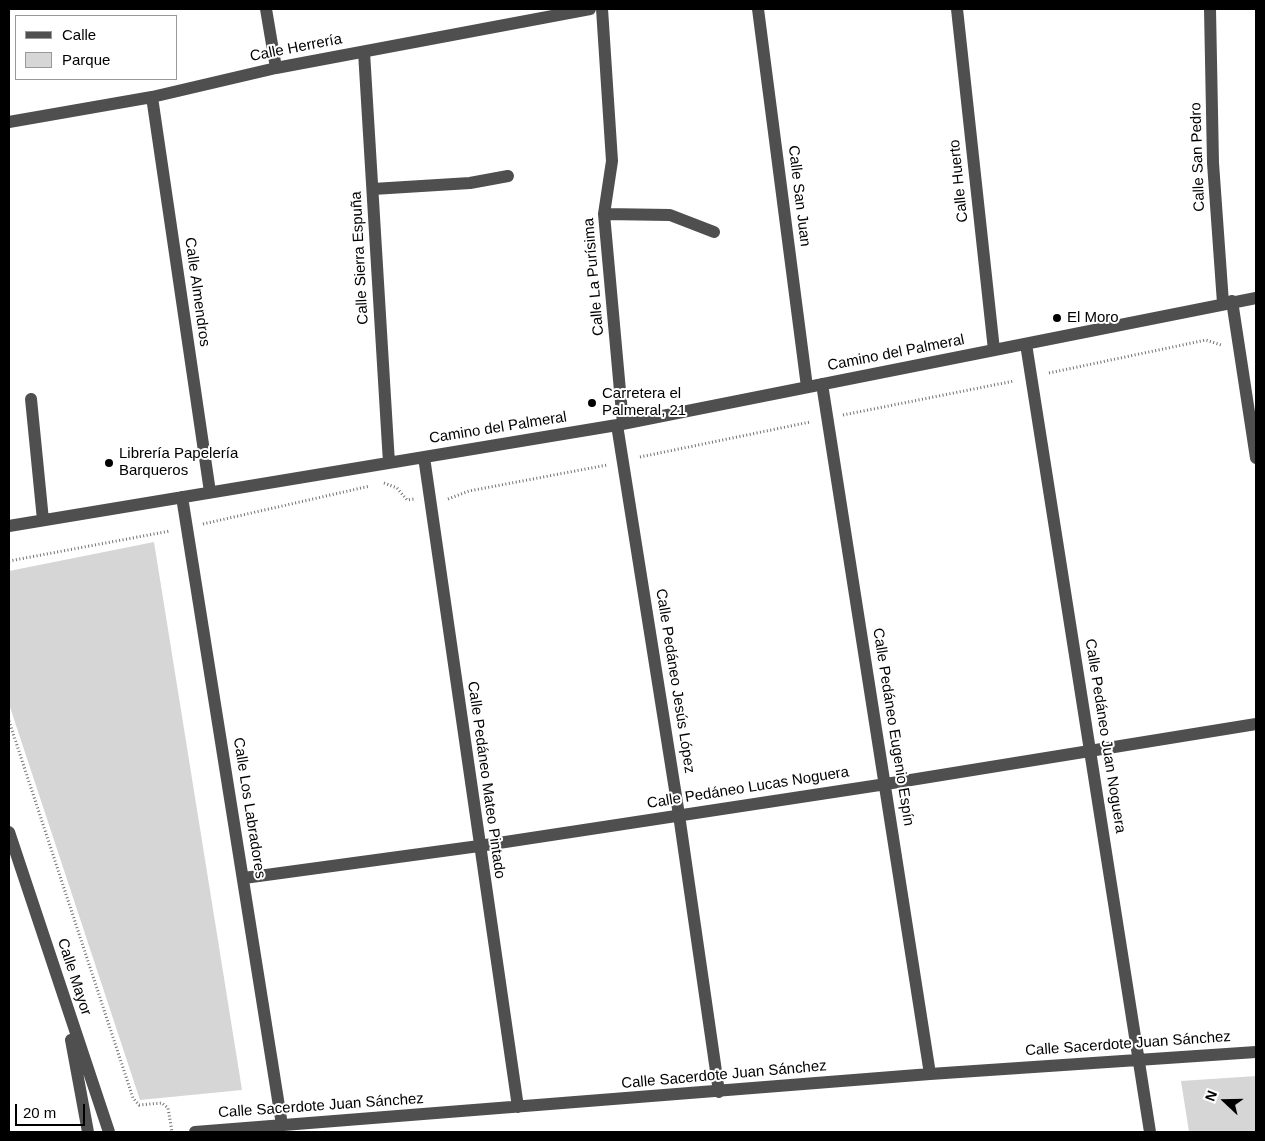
<!DOCTYPE html>
<meta charset="utf-8">
<style>
body{margin:0}
#map{position:relative;width:1265px;height:1141px;overflow:hidden;background:#fff;font-family:Helvetica,sans-serif}
canvas{display:block}
.frame{position:absolute;inset:0;border:10px solid #000;pointer-events:none}
.legend{position:absolute;left:15px;top:15px;width:162px;height:65px;box-sizing:border-box;background:#fff;border:1px solid #999;margin:0;padding:6px 9px;list-style:none;font-size:15px;color:#000}
.legend li{display:flex;align-items:center;gap:10px;height:25px}
.legend b{width:25px;border:1px solid #999}
.north{position:absolute;left:1200px;top:1076px;width:50px;height:50px;-webkit-text-stroke:4px #fff;paint-order:stroke;rotate:291deg;font-size:14px;font-weight:700;line-height:20px;text-align:center;color:#000}
.north::after{content:'';display:block;margin:auto;width:18px;height:22px;background:#000;clip-path:polygon(50% 0,100% 100%,50% 72%,0 100%)}
.scale{position:absolute;left:15px;top:1104px;width:70px;height:22px;box-sizing:border-box;border:2px solid #000;border-top:0;padding-left:6px;font-size:15px;line-height:18px;white-space:nowrap;color:#000;-webkit-text-stroke:4px #fff;paint-order:stroke}
</style>
<div id="map">
<canvas width="1265" height="1141"></canvas>
<div class="frame"></div>
<ul class="legend">
<li><b style="height:6px;background:#4f4f4f"></b>Calle</li>
<li><b style="height:14px;background:#d6d6d6"></b>Parque</li>
</ul>
<div class="north">N</div>
<div class="scale">20 m</div>
</div>
<script>
const ctx = document.querySelector('canvas').getContext('2d');
ctx.lineJoin = 'round';
function fill(path, color) { ctx.fillStyle = color; ctx.fill(path, 'evenodd'); }
const toPath = rows => new Path2D(rows.map(r => 'M' + r).join(''));
function stroke(path, color, width, dash) { ctx.strokeStyle = color; ctx.lineWidth = width; ctx.lineCap = dash ? 'butt' : 'round'; ctx.setLineDash(dash || []); ctx.stroke(path); }
function label(font, color, halo, rows, align = 'center') {
  ctx.font = font + ' Helvetica,sans-serif'; ctx.lineWidth = 4; ctx.setLineDash([]); ctx.textBaseline = 'middle'; ctx.strokeStyle = halo; ctx.fillStyle = color; for (const [text, x, y, turn = 0] of rows) {
    ctx.save(); ctx.translate(x, y); ctx.rotate((+turn || 0) * Math.PI / 180); ctx.textAlign = isNaN(turn) ? turn : align; if (halo) ctx.strokeText(text, 0, 0); ctx.fillText(text, 0, 0); ctx.restore();
  }
}
fill(toPath([
 [154,542,242,1090,140,1100,9,704,9,571],
 [1256,1076,1256,1132,1189,1132,1181,1081]
]), '#d6d6d6');
stroke(toPath([
 [1049,373,1206,340,1221,345],
 [843,415,1014,381],
 [640,457,810,422],
 [384,483,397,488,407,500,414,499],
 [448,499,469,491,607,465],
 [203,524,370,486],
 [9,561,170,531],
 [9,721,133,1098,139,1105,162,1103,168,1108,172,1132]
]), '#717171', 3, [1, 2.5]);
stroke(toPath([
 [266,9,276,68],
 [602,9,612,161,604,214,623,424],
 [758,9,807,387],
 [957,9,994,350],
 [1210,9,1213,163,1223,303],
 [364,52,389,463],
 [152,97,210,492],
 [9,122,152,97,276,68,590,9],
 [373,189,470,183,508,176],
 [604,214,670,215,714,232],
 [1232,301,1256,458],
 [1026,344,1150,1132],
 [822,384,930,1074],
 [31,399,43,520],
 [617,425,679,815,719,1092],
 [424,457,518,1107],
 [182,497,282,1125],
 [9,526,617,425,1256,298],
 [9,832,109,1132],
 [244,878,479,846,886,784,1256,724],
 [71,1040,88,1132],
 [195,1132,930,1074,1256,1052]
]), '#4f4f4f', 12);
for (const [x, y, r, color] of [
 [1057,318,5,"#000"],
 [592,403,5,"#000"],
 [109,463,5,"#000"]
]) { const dot = new Path2D(); dot.arc(x, y, r, 0, 2 * Math.PI); ctx.fillStyle = color; ctx.fill(dot); stroke(dot, '#fff', 2); }
label('15px', '#000', '#fff', [
 ["Calle Herrería",296,48,-11],
 ["Calle San Pedro",1198,157,-92],
 ["Calle Huerto",959,181,-96],
 ["Calle San Juan",799,196,83],
 ["Calle Sierra Espuña",360,258,-93],
 ["Calle La Purísima",594,277,-95],
 ["Calle Almendros",197,292,82],
 ["Camino del Palmeral",896,353,-11],
 ["Camino del Palmeral",498,428,-9],
 ["Calle Pedáneo Jesús López",675,681,81],
 ["Calle Pedáneo Eugenio Espín",893,727,81],
 ["Calle Pedáneo Juan Noguera",1105,736,81],
 ["Calle Pedáneo Mateo Pintado",486,780,82],
 ["Calle Pedáneo Lucas Noguera",748,788,-9],
 ["Calle Los Labradores",249,808,81],
 ["Calle Mayor",74,977,72],
 ["Calle Sacerdote Juan Sánchez",1128,1044,-4],
 ["Calle Sacerdote Juan Sánchez",724,1075,-5],
 ["Calle Sacerdote Juan Sánchez",321,1106,-4]
]);
label('15px', '#000', '#fff', [
 ["El Moro",1067,318],
 ["Carretera el",602,394],
 ["Palmeral, 21",602,411],
 ["Librería Papelería",119,454],
 ["Barqueros",119,471]
], 'left');
</script>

━━━━━━━━━━━━━━━━

Return, exactly as they stand, the lines from the opening line of the listing through the line with "ctx.lineJoin = 'round';", both ends counted, and no pictures.

<!DOCTYPE html>
<meta charset="utf-8">
<style>
body{margin:0}
#map{position:relative;width:1265px;height:1141px;overflow:hidden;background:#fff;font-family:Helvetica,sans-serif}
canvas{display:block}
.frame{position:absolute;inset:0;border:10px solid #000;pointer-events:none}
.legend{position:absolute;left:15px;top:15px;width:162px;height:65px;box-sizing:border-box;background:#fff;border:1px solid #999;margin:0;padding:6px 9px;list-style:none;font-size:15px;color:#000}
.legend li{display:flex;align-items:center;gap:10px;height:25px}
.legend b{width:25px;border:1px solid #999}
.north{position:absolute;left:1200px;top:1076px;width:50px;height:50px;-webkit-text-stroke:4px #fff;paint-order:stroke;rotate:291deg;font-size:14px;font-weight:700;line-height:20px;text-align:center;color:#000}
.north::after{content:'';display:block;margin:auto;width:18px;height:22px;background:#000;clip-path:polygon(50% 0,100% 100%,50% 72%,0 100%)}
.scale{position:absolute;left:15px;top:1104px;width:70px;height:22px;box-sizing:border-box;border:2px solid #000;border-top:0;padding-left:6px;font-size:15px;line-height:18px;white-space:nowrap;color:#000;-webkit-text-stroke:4px #fff;paint-order:stroke}
</style>
<div id="map">
<canvas width="1265" height="1141"></canvas>
<div class="frame"></div>
<ul class="legend">
<li><b style="height:6px;background:#4f4f4f"></b>Calle</li>
<li><b style="height:14px;background:#d6d6d6"></b>Parque</li>
</ul>
<div class="north">N</div>
<div class="scale">20 m</div>
</div>
<script>
const ctx = document.querySelector('canvas').getContext('2d');
ctx.lineJoin = 'round';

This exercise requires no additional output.